Muhammad Zubair1, Changwoo Yoon1

  • 1Electronics and Telecommunication Research Institute, Daejeon 34129, Korea.

Sensors (Basel, Switzerland)
|June 10, 2022
PubMed
Summary
This summary is machine-generated.

This study introduces a novel deep learning approach for arrhythmia detection using electrocardiograms (ECGs).
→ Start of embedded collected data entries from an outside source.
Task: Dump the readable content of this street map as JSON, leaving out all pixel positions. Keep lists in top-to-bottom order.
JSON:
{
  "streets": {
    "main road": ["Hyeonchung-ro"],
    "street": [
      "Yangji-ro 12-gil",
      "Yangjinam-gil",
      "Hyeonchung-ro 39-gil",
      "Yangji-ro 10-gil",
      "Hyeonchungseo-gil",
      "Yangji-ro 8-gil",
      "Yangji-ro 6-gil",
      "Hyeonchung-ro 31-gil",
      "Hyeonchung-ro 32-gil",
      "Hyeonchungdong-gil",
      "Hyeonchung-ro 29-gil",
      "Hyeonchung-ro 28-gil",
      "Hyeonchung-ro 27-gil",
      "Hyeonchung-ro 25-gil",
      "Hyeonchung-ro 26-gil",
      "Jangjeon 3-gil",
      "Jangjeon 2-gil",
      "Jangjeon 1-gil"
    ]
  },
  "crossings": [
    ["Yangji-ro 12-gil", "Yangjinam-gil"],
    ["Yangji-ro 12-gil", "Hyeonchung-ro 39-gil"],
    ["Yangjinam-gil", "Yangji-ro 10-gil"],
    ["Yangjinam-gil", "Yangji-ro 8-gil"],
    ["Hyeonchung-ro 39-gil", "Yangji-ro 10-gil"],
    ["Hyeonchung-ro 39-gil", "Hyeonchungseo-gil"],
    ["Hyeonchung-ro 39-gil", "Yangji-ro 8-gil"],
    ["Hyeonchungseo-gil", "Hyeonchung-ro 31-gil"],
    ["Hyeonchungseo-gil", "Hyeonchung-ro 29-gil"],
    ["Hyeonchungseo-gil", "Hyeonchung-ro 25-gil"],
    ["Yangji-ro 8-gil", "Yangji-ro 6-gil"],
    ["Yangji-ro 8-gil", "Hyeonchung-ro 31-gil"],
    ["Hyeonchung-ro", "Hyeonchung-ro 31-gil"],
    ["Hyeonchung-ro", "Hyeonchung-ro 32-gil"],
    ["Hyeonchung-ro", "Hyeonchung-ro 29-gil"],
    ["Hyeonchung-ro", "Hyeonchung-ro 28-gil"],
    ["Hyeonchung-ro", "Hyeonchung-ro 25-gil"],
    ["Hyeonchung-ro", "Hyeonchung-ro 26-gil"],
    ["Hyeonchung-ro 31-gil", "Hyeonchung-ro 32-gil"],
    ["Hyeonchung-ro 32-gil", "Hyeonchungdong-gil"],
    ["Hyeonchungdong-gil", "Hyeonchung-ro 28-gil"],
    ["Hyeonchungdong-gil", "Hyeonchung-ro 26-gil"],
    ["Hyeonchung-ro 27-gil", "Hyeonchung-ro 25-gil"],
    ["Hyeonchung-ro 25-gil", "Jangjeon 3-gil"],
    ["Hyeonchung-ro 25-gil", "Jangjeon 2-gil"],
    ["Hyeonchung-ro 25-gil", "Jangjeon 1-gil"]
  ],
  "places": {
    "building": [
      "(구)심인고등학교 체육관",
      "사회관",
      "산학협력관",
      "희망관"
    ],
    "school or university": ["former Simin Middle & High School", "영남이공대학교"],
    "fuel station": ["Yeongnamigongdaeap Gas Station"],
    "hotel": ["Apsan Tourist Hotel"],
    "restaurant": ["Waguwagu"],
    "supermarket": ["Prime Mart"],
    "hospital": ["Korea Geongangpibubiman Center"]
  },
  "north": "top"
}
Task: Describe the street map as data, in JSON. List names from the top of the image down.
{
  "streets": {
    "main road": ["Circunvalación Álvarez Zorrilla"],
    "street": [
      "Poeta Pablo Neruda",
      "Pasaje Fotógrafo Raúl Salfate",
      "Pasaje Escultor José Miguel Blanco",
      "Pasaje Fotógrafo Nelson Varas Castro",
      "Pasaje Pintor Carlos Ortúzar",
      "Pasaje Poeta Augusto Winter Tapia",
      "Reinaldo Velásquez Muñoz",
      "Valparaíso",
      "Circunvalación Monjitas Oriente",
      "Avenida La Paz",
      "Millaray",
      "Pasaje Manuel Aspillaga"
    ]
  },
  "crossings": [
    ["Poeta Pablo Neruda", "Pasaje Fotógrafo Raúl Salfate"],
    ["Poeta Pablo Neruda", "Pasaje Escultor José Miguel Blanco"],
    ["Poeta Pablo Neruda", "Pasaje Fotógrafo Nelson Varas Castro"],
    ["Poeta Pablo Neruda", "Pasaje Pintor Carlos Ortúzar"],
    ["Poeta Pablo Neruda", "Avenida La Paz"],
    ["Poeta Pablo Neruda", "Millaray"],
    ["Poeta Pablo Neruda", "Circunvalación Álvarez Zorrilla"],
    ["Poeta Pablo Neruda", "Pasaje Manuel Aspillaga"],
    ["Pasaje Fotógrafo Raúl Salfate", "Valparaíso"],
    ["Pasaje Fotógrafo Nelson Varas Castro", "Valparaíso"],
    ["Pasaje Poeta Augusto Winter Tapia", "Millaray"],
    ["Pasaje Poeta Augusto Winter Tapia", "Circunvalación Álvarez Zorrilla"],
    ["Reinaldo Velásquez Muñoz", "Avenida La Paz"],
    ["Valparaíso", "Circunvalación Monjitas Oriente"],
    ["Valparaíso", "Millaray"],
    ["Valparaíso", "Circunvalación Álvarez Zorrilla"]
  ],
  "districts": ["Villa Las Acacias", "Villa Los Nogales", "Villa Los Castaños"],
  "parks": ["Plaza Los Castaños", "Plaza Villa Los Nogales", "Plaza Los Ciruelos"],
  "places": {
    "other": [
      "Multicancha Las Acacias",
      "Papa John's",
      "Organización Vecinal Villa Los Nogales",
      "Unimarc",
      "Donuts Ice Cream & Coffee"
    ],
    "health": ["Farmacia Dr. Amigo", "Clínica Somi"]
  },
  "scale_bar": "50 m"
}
The method effectively balances deep feature representation and addresses imbalanced data, significantly improving cardiac abnormality diagnosis.

Keywords:
ECG classificationarrhythmia detectionconvolutional neural networkscost-sensitive learningimbalanced data

Related Experiment Videos

Area of Science:

  • Cardiology
  • Artificial Intelligence
  • Biomedical Engineering

Background:

  • Deep learning for arrhythmia detection is crucial for diagnosing cardiac abnormalities.
  • Extracting deep features from electrocardiograms (ECGs) is challenging due to inter-patient variability in morphology.
  • Imbalanced datasets in ECG analysis lead to overfitting on minority classes, hindering model generalization.

Purpose of the Study:

  • To develop a balanced deep feature representation for ECG beats, capturing both short-term and long-term morphological characteristics.
  • To address the challenge of imbalanced data in ECG arrhythmia detection.
  • To improve the accuracy and generalization of deep learning models for cardiac abnormality diagnosis.

Main Methods:

  • Designed a temporal transition module with convolutional layers of varying kernel sizes for efficient ECG feature extraction.
  • Proposed a novel, cost-sensitive loss function to mitigate imbalanced data issues by dynamically assigning weights to classes.
  • The loss function ensures balanced deep representation by adjusting class weights based on batch distribution and model performance.

Main Results:

  • Achieved high classification accuracy: 99.81% for intra-patient and 96.36% for inter-patient heartbeat classification.
  • Demonstrated effective mitigation of imbalanced data issues through the proposed cost-sensitive loss function.
  • The approach learned a balanced ECG beat representation, outperforming existing studies.

Conclusions:

  • The proposed deep learning method effectively learns balanced ECG beat representations by addressing data imbalance.
  • The cost-sensitive loss function is key to improving classification performance in arrhythmia detection.
  • This approach offers a promising advancement for accurate and generalized cardiac abnormality diagnosis using ECGs.